_PROBLEM TO WORK ON_
Search the data for the string "lane" and gather each line it is in.

START DATA PROVIDED

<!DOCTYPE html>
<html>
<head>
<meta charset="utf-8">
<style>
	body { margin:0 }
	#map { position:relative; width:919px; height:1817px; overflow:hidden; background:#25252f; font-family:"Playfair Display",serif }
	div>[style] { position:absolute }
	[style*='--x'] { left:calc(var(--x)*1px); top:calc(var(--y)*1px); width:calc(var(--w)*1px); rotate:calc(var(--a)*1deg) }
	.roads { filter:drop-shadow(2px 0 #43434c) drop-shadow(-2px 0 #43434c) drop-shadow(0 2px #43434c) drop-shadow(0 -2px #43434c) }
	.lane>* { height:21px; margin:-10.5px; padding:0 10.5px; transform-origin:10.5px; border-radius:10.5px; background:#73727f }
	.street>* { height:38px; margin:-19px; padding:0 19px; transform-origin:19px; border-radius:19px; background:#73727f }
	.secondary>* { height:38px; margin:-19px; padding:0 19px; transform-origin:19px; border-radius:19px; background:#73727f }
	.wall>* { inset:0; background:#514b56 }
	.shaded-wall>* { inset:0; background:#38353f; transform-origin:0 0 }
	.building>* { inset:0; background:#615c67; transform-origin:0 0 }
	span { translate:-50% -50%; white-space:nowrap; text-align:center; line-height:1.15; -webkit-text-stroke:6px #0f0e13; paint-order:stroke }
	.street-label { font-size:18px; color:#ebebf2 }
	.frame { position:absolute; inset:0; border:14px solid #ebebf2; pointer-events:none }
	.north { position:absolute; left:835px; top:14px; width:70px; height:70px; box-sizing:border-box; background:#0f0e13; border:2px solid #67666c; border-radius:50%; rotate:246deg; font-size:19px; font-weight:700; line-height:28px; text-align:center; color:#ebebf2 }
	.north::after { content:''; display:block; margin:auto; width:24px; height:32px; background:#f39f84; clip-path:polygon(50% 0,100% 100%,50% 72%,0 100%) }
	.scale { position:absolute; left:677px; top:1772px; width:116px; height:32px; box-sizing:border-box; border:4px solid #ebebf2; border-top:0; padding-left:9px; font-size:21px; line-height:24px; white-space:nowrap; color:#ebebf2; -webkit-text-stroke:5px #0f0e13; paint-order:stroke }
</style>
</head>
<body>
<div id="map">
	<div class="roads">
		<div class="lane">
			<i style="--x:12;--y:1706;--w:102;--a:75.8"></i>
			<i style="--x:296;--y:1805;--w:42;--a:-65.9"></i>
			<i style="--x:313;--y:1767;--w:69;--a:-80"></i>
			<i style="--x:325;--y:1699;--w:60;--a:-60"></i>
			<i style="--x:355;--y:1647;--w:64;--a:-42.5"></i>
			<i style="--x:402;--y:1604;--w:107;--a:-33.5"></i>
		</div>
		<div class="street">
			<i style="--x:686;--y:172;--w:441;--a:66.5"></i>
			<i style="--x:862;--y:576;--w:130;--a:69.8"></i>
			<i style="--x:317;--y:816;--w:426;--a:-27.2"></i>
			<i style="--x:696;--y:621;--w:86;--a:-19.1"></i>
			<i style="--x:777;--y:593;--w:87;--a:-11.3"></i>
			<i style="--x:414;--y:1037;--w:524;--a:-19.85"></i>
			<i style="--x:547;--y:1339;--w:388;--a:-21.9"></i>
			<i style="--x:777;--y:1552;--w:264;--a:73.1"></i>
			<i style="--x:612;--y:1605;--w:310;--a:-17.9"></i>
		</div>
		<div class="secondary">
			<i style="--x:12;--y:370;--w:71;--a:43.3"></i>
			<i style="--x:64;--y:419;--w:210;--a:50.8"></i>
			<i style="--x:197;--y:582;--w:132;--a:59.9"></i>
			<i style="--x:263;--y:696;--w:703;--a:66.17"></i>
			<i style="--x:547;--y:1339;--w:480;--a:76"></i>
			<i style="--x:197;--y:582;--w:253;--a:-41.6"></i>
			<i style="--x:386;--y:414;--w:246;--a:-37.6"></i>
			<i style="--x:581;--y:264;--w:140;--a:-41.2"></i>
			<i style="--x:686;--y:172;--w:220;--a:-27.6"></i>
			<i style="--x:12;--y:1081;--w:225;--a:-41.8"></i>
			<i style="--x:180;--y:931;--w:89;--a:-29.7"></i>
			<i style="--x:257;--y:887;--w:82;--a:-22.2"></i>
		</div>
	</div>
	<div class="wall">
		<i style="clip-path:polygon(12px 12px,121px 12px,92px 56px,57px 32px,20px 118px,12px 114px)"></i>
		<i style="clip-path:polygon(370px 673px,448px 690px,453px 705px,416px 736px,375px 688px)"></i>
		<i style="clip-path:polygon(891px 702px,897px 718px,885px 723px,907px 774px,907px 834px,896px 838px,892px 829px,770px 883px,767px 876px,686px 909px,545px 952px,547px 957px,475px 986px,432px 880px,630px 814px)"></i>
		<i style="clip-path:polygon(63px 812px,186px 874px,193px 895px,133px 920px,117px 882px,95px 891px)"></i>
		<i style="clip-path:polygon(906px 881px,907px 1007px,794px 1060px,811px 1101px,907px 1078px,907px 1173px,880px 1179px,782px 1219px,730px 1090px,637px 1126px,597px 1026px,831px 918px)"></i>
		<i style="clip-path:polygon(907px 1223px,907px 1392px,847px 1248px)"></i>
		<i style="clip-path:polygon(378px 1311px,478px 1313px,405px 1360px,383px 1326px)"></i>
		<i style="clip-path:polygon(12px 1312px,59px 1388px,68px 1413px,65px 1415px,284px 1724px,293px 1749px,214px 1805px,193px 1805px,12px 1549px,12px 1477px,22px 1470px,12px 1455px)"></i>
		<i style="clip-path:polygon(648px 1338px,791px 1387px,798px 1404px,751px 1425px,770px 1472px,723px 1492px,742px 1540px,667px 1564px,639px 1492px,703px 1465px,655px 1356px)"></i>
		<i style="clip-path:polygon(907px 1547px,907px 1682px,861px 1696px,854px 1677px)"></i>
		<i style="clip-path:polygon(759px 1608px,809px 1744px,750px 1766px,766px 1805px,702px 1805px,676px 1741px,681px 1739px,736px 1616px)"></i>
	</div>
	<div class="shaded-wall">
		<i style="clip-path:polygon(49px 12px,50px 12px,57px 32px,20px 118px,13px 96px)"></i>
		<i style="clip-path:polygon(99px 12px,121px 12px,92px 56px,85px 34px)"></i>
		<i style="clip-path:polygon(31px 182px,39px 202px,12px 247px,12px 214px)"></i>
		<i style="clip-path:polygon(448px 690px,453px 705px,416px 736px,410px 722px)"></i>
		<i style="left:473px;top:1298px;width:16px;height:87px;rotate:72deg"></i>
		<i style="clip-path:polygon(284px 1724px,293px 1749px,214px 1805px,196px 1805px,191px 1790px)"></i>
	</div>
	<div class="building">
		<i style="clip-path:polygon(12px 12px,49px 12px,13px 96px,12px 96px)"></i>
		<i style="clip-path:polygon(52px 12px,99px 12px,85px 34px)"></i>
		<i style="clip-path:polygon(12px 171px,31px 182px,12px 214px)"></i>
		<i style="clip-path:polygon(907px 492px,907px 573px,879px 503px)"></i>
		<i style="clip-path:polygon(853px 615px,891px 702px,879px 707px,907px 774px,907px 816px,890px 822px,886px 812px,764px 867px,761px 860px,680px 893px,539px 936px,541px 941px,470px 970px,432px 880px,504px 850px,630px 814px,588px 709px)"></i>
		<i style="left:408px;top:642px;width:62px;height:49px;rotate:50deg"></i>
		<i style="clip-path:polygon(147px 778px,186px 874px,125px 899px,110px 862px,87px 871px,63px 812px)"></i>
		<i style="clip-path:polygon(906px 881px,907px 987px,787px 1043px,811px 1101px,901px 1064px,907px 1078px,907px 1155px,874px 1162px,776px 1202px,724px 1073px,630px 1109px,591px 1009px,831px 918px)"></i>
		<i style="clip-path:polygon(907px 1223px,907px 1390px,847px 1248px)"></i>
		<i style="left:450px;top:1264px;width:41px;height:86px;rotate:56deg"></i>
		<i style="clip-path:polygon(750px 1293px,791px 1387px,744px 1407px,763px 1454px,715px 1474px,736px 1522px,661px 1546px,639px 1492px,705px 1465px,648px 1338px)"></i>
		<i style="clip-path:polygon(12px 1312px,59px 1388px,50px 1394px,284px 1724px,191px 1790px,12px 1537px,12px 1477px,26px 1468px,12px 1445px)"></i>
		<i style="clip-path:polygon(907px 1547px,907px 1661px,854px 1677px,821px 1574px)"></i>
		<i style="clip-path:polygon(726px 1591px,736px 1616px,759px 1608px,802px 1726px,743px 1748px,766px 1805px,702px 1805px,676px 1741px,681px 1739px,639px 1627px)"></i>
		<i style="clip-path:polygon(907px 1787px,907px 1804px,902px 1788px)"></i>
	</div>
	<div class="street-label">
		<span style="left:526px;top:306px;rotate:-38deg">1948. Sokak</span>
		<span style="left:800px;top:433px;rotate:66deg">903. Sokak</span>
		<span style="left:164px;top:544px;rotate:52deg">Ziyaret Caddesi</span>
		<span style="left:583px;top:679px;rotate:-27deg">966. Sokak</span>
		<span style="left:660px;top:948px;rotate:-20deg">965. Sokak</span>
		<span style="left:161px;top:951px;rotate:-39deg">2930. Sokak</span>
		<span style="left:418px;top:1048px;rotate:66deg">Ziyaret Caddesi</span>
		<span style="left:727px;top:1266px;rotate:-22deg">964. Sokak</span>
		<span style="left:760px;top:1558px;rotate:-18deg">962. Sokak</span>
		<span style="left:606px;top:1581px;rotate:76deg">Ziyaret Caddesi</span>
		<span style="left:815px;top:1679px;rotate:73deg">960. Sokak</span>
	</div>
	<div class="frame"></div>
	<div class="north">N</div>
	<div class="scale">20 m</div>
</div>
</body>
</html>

END DATA PROVIDED

_RESULT BELOW_
	.lane>* { height:21px; margin:-10.5px; padding:0 10.5px; transform-origin:10.5px; border-radius:10.5px; background:#73727f }
		<div class="lane">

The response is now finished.